Please do not read too much into the priority setting for this
bugzilla.  The patch from 321111 was integrated into b78, so,
barring unforeseen issues with that patch, RHEL-5.2 should
contain the changes.
Comment 42 Glenn Morris 2008-02-12 14:31:12 EST
It's nice that NFS will (probably) be better in 5.2.

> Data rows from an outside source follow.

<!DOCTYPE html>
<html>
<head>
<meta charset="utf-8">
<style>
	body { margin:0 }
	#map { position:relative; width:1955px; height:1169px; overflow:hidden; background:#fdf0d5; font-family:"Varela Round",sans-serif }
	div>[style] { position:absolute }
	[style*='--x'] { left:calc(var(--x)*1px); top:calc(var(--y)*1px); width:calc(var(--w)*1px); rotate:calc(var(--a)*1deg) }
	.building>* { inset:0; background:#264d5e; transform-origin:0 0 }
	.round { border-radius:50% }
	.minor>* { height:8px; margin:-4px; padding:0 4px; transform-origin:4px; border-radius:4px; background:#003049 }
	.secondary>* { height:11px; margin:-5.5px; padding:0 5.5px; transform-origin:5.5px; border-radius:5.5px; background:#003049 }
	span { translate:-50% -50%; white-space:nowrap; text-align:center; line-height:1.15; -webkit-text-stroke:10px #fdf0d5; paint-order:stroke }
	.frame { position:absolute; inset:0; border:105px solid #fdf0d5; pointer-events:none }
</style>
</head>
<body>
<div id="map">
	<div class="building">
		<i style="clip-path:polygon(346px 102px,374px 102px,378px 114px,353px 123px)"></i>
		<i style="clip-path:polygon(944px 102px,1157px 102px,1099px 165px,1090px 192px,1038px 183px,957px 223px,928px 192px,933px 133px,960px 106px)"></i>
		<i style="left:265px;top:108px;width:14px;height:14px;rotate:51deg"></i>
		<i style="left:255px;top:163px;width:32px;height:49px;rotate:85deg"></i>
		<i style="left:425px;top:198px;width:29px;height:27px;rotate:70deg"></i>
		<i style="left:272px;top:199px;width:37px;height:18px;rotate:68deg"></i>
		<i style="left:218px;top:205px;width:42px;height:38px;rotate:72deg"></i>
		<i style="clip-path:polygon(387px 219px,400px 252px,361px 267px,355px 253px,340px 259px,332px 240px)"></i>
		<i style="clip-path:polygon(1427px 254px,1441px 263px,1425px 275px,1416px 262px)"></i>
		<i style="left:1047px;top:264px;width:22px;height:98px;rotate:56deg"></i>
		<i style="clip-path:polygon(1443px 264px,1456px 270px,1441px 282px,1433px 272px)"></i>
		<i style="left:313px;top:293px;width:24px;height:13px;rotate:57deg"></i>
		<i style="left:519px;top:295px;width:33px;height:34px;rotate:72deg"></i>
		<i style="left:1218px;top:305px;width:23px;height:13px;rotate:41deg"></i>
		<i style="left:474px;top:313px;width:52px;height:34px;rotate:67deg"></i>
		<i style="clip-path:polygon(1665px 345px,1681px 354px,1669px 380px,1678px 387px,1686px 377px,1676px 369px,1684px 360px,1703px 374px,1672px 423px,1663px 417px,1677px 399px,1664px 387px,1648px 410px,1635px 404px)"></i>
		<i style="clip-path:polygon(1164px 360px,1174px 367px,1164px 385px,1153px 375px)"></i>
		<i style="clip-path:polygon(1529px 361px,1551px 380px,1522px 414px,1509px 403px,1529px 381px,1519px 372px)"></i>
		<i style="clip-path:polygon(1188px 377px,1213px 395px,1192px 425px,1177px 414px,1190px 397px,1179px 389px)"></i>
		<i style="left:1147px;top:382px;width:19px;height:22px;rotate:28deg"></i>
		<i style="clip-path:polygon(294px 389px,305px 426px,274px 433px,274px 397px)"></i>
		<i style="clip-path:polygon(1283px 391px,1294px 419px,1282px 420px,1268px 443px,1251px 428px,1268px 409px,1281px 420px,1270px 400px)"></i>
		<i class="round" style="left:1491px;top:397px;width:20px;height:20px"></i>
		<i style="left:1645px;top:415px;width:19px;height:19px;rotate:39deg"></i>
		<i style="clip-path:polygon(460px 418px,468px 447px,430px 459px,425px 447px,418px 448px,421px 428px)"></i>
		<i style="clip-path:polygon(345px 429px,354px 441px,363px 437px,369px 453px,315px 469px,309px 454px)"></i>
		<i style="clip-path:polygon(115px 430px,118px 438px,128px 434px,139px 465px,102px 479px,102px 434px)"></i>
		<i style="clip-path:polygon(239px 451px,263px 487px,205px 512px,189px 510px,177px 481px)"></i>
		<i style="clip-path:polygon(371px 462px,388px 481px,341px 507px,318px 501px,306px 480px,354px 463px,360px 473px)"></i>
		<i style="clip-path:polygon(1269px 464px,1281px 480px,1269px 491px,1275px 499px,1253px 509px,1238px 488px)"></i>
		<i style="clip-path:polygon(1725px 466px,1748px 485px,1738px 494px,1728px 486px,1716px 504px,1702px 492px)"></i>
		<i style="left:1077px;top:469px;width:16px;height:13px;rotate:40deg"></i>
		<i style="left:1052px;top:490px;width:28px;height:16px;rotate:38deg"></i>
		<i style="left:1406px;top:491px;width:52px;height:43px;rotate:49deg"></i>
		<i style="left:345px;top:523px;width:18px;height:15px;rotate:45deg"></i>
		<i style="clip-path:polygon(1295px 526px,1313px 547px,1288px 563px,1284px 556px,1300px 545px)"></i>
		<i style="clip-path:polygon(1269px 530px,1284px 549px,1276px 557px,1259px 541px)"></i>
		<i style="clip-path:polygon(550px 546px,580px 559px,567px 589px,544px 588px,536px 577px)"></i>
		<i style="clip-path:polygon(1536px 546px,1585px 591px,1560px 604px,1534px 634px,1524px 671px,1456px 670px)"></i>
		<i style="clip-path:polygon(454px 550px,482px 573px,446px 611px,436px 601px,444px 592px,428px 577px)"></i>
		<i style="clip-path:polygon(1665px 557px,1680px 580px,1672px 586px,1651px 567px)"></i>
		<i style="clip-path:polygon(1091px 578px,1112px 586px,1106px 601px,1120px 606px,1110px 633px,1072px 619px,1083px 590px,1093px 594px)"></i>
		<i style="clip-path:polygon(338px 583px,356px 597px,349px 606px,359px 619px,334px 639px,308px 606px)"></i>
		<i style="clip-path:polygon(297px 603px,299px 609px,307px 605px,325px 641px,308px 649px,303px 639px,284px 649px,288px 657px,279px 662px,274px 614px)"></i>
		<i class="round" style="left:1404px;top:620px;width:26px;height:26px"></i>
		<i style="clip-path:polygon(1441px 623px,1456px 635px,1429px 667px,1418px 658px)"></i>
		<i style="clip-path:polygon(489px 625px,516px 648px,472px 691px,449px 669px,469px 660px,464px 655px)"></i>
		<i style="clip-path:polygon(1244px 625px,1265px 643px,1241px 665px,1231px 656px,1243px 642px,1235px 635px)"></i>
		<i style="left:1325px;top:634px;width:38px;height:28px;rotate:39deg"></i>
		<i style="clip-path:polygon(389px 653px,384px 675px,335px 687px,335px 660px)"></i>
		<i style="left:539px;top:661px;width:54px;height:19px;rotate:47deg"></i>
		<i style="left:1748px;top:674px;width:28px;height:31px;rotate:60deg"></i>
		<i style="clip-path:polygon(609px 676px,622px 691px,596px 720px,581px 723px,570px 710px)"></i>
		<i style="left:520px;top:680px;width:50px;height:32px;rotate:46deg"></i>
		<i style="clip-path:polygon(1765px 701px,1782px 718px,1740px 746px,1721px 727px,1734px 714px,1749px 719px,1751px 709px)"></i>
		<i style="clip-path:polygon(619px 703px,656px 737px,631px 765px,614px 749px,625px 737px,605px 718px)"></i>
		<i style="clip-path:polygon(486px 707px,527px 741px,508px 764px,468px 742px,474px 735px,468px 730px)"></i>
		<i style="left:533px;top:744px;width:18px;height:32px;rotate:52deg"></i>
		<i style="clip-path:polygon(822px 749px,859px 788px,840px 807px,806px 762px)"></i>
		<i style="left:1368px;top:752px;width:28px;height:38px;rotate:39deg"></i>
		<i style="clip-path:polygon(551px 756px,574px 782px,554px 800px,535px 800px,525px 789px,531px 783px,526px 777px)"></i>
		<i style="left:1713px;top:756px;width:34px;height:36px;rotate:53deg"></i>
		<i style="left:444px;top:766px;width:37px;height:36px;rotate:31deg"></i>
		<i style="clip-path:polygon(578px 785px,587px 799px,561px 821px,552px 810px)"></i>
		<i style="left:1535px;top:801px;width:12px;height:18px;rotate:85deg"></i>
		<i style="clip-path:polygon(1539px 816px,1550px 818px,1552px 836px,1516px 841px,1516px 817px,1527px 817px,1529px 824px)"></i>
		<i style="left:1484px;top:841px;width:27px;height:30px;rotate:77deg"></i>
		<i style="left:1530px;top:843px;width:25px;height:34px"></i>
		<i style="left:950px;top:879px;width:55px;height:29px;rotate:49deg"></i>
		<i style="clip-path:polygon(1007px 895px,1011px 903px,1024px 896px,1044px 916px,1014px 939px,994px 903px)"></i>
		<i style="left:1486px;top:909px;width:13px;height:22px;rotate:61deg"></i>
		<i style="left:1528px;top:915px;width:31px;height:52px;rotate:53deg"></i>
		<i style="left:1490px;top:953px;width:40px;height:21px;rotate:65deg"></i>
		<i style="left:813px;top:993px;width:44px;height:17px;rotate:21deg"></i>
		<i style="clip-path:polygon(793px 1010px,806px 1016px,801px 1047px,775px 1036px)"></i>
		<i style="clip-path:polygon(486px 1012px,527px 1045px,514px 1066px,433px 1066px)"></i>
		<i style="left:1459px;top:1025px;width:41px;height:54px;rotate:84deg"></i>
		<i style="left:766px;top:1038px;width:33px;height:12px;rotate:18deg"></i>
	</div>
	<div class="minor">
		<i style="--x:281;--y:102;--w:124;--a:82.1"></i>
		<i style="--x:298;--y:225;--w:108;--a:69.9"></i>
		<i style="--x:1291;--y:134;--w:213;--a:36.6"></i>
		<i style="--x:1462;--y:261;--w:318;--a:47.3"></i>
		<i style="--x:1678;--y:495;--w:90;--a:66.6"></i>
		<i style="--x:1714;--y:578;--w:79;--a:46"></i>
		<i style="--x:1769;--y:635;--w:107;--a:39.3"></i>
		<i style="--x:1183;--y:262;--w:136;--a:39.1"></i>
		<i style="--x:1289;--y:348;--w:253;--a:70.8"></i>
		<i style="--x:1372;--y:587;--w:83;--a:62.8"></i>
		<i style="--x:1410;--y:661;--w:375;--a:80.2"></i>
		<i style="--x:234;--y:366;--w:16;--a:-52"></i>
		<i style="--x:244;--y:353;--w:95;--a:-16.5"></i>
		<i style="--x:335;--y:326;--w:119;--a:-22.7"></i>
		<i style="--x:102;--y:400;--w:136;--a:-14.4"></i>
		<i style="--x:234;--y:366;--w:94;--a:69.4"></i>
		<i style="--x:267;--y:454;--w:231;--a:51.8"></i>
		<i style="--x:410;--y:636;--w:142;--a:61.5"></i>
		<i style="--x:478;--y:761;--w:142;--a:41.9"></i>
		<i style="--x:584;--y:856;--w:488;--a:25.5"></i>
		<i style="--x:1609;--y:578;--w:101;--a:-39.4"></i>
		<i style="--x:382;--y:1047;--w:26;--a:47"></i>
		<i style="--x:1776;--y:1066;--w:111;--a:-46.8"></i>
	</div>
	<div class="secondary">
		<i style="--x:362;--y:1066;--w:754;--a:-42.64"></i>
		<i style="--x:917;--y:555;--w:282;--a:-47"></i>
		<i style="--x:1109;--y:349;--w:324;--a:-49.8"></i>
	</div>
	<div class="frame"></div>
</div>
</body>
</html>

But in the meantime, given that an important kernel security update for 5.1
exists today, those of us affected by this NFS problem are left with the choice
between poor NFS performance, security risks, or trying to back out the .4 to .6
NFS-related changes on our own.
Comment 43 Akemi Yagi 2008-02-12 14:41:48 EST
(In reply to comment #42)
 
> But in the meantime, given that an important kernel security update for 5.1
> exists today, those of us affected by this NFS problem are left with the choice
> between poor NFS performance, security risks, or trying to back out the .4 to .6
> NFS-related changes on our own.

In fact, I have just done that - rebuilding the -53.1.13 kernel without the 4
"silly" nfs kernels.  Its nfs behavior was back to normal as expected (of
course, nothing surprising).

Akemi

Comment 44 csb sysadmin 2008-02-12 16:06:09 EST
gmorris: if you want you can use the test .79 kernel from
http://people.redhat.com/dzickus/el5 . It fixes the NFS problem and from our
testing the exploit (bug 432251) as well. It seems stable enough for daily use.
Also it looks like he has a .80 kernel now as well which could be tested.
Comment 45 Sigurd Mytting 2008-02-28 17:54:44 EST
Is there anything happening with this bug in RHEL5.1?  We have about 200
workstations in need of this patch and about 200 more waiting to be reinstalled
with RHEL5.  

The joy of being a large site with one common system and making about 10k users
able to log on anywhere and get the same desktop and files is not quite there
after the introduction of this kernel... 
Comment 46 Alessandro Tinivelli 2008-02-29 06:12:23 EST
I can just advice you that I have been using che test kernels numbered .80 and
.83 and they seem stable for my use (web server).

However is very hard to understand how can Ret Had still spread (as the official
one!) a kernel which does DoS attacks to the NFS servers it mounts.

But, honestly, I have to say that the DoS attacks are perfectly completed.